▶ [EXERCISE INSTRUCTIONS]: Only the lines from the start of the data below through the line that contains "margin:0; font-size:13px; white-space:nowrap;" are to be copied, exactly and without pictures.

─── RECORDS ───

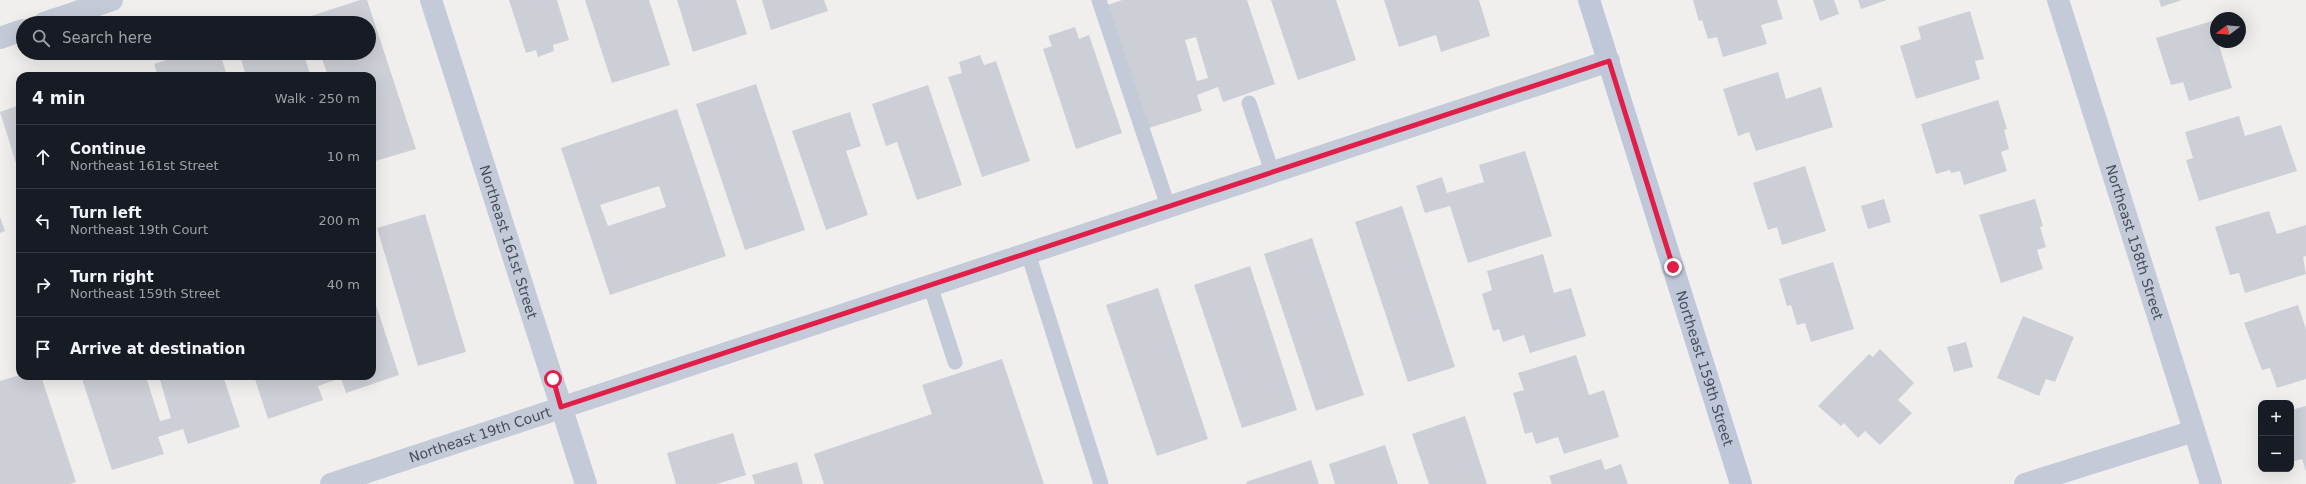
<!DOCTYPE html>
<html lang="en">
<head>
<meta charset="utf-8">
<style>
  body { margin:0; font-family:"DejaVu Sans",sans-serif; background:#242831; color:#f1f3f6 }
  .controls { position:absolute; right:12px; bottom:12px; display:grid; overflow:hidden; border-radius:8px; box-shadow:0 4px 16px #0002 }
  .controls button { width:36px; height:36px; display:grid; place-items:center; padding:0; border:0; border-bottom:1px solid #363941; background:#171b24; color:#f1f3f6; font:20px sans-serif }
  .compass { position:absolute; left:2210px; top:12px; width:36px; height:36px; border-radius:50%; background:#171b24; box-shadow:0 4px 16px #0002; rotate:254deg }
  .stop { position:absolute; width:12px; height:12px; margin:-9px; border:3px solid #e11d48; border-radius:50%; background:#fff }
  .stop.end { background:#e11d48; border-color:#fff; box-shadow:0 1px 4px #0008 }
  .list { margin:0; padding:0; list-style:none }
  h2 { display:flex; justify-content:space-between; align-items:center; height:52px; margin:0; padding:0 16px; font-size:17px }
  h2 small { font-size:13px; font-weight:400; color:#9ea1a6 }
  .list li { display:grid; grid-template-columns:26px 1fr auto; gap:12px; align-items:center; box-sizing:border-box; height:64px; padding:0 16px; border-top:1px solid #363941 }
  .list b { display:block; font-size:15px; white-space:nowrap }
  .list p { margin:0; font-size:13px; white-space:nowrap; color:#9ea1a6 }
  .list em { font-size:13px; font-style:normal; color:#9ea1a6 }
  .icon { flex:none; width:22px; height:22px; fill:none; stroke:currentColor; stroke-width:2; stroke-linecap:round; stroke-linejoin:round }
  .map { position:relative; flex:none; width:2306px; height:484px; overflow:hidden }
  .search { position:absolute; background:#171b24; box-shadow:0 4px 16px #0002; left:16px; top:16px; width:360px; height:44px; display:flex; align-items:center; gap:10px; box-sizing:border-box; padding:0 14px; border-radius:22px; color:#9ea1a6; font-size:15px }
  .panel { position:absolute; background:#171b24; box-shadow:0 4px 16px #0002; left:16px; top:72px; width:360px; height:308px; border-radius:12px }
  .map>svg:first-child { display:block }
</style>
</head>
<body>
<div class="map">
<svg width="2306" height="484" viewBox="0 0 2306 484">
  <rect width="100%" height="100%" fill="#f1efee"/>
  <!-- building -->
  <g fill="#cdcfd6" fill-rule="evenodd">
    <path d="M 360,0 L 367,0 L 416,149 L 372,162 L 372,76 L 328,76 L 320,53 L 369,53 L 369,23 L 310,23 L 308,17 Z"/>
    <path d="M 509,0 L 557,0 L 569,40 L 553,45 L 554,51 L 538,57 L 536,50 L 526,53 Z"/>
    <path d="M 585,0 L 649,0 L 670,65 L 612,83 Z"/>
    <path d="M 677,0 L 736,0 L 747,34 L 693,52 Z"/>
    <path d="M 762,0 L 824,0 L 828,11 L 771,30 Z"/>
    <path d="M 1122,0 L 1247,0 L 1275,84 L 1223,102 L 1218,87 L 1197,95 L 1202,111 L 1146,129 L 1105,6 ZM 1196,37 L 1208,78 L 1197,81 L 1185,40 Z"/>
    <path d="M 1271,0 L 1336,0 L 1356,60 L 1298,80 Z"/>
    <path d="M 1384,0 L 1479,0 L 1490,36 L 1441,52 L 1436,35 L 1399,47 Z"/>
    <path d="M 1693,0 L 1777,0 L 1783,19 L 1761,25 L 1767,44 L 1723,57 L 1717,37 L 1708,39 L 1702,20 L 1699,21 Z"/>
    <path d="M 1813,0 L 1834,0 L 1839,14 L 1820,21 Z"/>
    <path d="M 1858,0 L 1887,0 L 1861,9 Z"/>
    <path d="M 2159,0 L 2182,0 L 2161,7 Z"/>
    <path d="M 1970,11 L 1984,59 L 1975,61 L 1980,79 L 1916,99 L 1900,46 L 1921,39 L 1918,27 Z"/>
    <path d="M 2212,21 L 2216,42 L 2218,42 L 2232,88 L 2189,101 L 2183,82 L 2171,85 L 2156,38 Z"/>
    <path d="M 1075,27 L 1079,39 L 1089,35 L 1122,133 L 1076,149 L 1043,49 L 1052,46 L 1048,36 Z"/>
    <path d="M 188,53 L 220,53 L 227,76 L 158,76 L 154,64 Z"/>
    <path d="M 239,53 L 303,53 L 311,76 L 246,76 Z"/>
    <path d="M 980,55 L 984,65 L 996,61 L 1030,161 L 982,177 L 948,77 L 962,73 L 959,62 Z"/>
    <path d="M 134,72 L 135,76 L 122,76 Z"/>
    <path d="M 1778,72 L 1786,99 L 1821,87 L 1833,127 L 1756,151 L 1749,132 L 1738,136 L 1723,89 Z"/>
    <path d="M 756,84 L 805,230 L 745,250 L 696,104 Z"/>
    <path d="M 928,85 L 962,185 L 917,200 L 897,142 L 886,146 L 872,104 Z"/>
    <path d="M 1998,100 L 2007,129 L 2004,130 L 2009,149 L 2001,152 L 2007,171 L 1964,185 L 1960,171 L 1951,173 L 1950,170 L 1936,174 L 1921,124 Z"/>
    <path d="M 20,105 L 20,176 L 0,112 Z"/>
    <path d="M 677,109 L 726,256 L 610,295 L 561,148 ZM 659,186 L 666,207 L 608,226 L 600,205 Z"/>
    <path d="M 850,112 L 861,146 L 846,151 L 868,215 L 826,230 L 792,131 Z"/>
    <path d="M 2239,116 L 2245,136 L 2281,125 L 2297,171 L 2199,201 L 2186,160 L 2193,158 L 2185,132 Z"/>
    <path d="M 1525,151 L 1552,236 L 1468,263 L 1450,206 L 1425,213 L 1416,186 L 1442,177 L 1447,193 L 1484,182 L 1479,165 Z"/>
    <path d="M 1805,166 L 1826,231 L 1782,245 L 1777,227 L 1768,230 L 1753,183 Z"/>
    <path d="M 1884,199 L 1891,222 L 1868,229 L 1861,206 Z"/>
    <path d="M 2035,199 L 2043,226 L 2040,227 L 2046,247 L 2037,250 L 2043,269 L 2001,283 L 1979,215 Z"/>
    <path d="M 1402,206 L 1455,367 L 1408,382 L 1355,222 Z"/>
    <path d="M 2269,211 L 2277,234 L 2306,225 L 2306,256 L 2303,257 L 2306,274 L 2245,293 L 2239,273 L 2230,275 L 2215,227 Z"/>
    <path d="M 425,214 L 466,352 L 418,366 L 377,228 Z"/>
    <path d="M 0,217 L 5,231 L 0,233 Z"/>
    <path d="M 1312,238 L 1364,395 L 1316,411 L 1264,254 Z"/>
    <path d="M 1543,254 L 1554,293 L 1571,288 L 1586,336 L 1530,353 L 1524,335 L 1503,342 L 1499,329 L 1493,331 L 1482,294 L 1492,290 L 1487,271 Z"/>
    <path d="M 1833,262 L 1854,329 L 1811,342 L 1805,323 L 1797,325 L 1791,305 L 1787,306 L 1779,279 Z"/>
    <path d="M 1250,266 L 1297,410 L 1242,428 L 1194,285 Z"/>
    <path d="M 1158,288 L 1208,439 L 1157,456 L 1106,305 Z"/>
    <path d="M 372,293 L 399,375 L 346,393 L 341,378 L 318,386 L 323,400 L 268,419 L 254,376 L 372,376 Z"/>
    <path d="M 2298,305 L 2306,329 L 2306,379 L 2277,388 L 2270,368 L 2262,370 L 2244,323 Z"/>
    <path d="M 2023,316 L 2074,337 L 2055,382 L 2046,379 L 2039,396 L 1997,378 Z"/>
    <path d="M 1966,342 L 1973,367 L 1954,372 L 1947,347 Z"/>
    <path d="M 1880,349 L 1914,383 L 1898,400 L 1912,413 L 1880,445 L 1865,431 L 1858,438 L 1844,423 L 1841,426 L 1818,406 L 1869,354 L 1873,357 Z"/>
    <path d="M 1576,355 L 1589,395 L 1604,390 L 1619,437 L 1564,454 L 1558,437 L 1536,444 L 1532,432 L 1525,434 L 1513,393 L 1524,390 L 1518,373 Z"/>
    <path d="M 1002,359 L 1044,484 L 824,484 L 814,454 L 932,414 L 922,385 Z"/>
    <path d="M 20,375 L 41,376 L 76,482 L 70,484 L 0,484 L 0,381 Z"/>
    <path d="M 81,376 L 223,376 L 240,427 L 188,444 L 183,429 L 158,437 L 164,454 L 112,470 ZM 159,376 L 171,418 L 160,421 L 147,380 Z"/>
    <path d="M 2306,406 L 2306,472 L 2302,459 L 2291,462 L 2291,410 Z"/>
    <path d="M 1465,416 L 1487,484 L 1429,484 L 1412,434 Z"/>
    <path d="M 733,433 L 746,475 L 717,484 L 676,484 L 667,453 Z"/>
    <path d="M 1385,445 L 1398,484 L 1335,484 L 1329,464 Z"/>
    <path d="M 1601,459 L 1605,470 L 1621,464 L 1628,484 L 1552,484 L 1549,476 Z"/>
    <path d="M 1311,460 L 1319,484 L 1247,484 L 1246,482 Z"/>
    <path d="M 797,462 L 803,484 L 755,484 L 752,475 Z"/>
  </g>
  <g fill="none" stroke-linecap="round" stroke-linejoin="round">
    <!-- lane -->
    <g stroke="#c4cad7" stroke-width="15">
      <path d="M 1099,0 L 1168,206"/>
      <path d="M 1249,103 L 1272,172"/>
      <path d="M 1028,253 L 1101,484"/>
      <path d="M 930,285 L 955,362"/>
    </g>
    <!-- street -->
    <g stroke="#c4cad7" stroke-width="22">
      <path id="s1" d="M 431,0 L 586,484"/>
      <path id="s2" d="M 2058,0 L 2211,484"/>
      <path d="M 44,23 L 112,0"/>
      <path d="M 0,38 L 23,30"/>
      <path id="s3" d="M 331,484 L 1609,61"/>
      <path d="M 2025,484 L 2194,431"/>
    </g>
    <!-- secondary -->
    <path stroke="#bfc7d9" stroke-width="22" id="s4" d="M 1589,0 L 1741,484"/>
  </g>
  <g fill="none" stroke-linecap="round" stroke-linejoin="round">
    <!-- route -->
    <path stroke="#e11d48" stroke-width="5" d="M 553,379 L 561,407 L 1609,61 L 1673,267"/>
  </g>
  <g text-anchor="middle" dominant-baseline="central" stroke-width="3" stroke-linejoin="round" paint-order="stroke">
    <!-- street labels -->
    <g font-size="14" fill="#454d5d" stroke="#fff">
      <text stroke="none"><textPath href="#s1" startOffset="254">Northeast 161st Street</textPath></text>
      <text stroke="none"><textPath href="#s2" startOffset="254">Northeast 158th Street</textPath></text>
      <text stroke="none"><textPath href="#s4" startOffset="386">Northeast 159th Street</textPath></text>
      <text stroke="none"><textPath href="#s3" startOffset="157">Northeast 19th Court</textPath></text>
    </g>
  </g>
</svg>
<div class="controls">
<button>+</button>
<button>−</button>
</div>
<svg class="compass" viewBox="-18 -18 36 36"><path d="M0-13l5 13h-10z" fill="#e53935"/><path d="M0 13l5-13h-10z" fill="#9ea1a6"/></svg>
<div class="stop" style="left:553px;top:379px"></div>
<div class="stop end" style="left:1673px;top:267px"></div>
<div class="search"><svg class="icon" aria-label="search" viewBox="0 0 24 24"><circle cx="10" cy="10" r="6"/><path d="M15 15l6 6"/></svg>Search here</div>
<section class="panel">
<h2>4 min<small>Walk · 250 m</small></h2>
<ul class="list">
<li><svg class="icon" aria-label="ahead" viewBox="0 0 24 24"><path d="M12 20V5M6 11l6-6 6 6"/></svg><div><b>Continue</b><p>Northeast 161st Street</p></div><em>10 m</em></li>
<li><svg class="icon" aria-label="left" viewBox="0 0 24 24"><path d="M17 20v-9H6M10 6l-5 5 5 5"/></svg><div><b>Turn left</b><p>Northeast 19th Court</p></div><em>200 m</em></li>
<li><svg class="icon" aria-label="right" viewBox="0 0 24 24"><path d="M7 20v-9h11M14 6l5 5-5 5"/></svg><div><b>Turn right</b><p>Northeast 159th Street</p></div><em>40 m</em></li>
<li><svg class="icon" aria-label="arrive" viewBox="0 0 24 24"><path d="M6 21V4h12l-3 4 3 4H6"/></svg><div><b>Arrive at destination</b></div></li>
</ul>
</section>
</div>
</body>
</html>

───

▶ [TASK ANSWER]:
<!DOCTYPE html>
<html lang="en">
<head>
<meta charset="utf-8">
<style>
  body { margin:0; font-family:"DejaVu Sans",sans-serif; background:#242831; color:#f1f3f6 }
  .controls { position:absolute; right:12px; bottom:12px; display:grid; overflow:hidden; border-radius:8px; box-shadow:0 4px 16px #0002 }
  .controls button { width:36px; height:36px; display:grid; place-items:center; padding:0; border:0; border-bottom:1px solid #363941; background:#171b24; color:#f1f3f6; font:20px sans-serif }
  .compass { position:absolute; left:2210px; top:12px; width:36px; height:36px; border-radius:50%; background:#171b24; box-shadow:0 4px 16px #0002; rotate:254deg }
  .stop { position:absolute; width:12px; height:12px; margin:-9px; border:3px solid #e11d48; border-radius:50%; background:#fff }
  .stop.end { background:#e11d48; border-color:#fff; box-shadow:0 1px 4px #0008 }
  .list { margin:0; padding:0; list-style:none }
  h2 { display:flex; justify-content:space-between; align-items:center; height:52px; margin:0; padding:0 16px; font-size:17px }
  h2 small { font-size:13px; font-weight:400; color:#9ea1a6 }
  .list li { display:grid; grid-template-columns:26px 1fr auto; gap:12px; align-items:center; box-sizing:border-box; height:64px; padding:0 16px; border-top:1px solid #363941 }
  .list b { display:block; font-size:15px; white-space:nowrap }
  .list p { margin:0; font-size:13px; white-space:nowrap; color:#9ea1a6 }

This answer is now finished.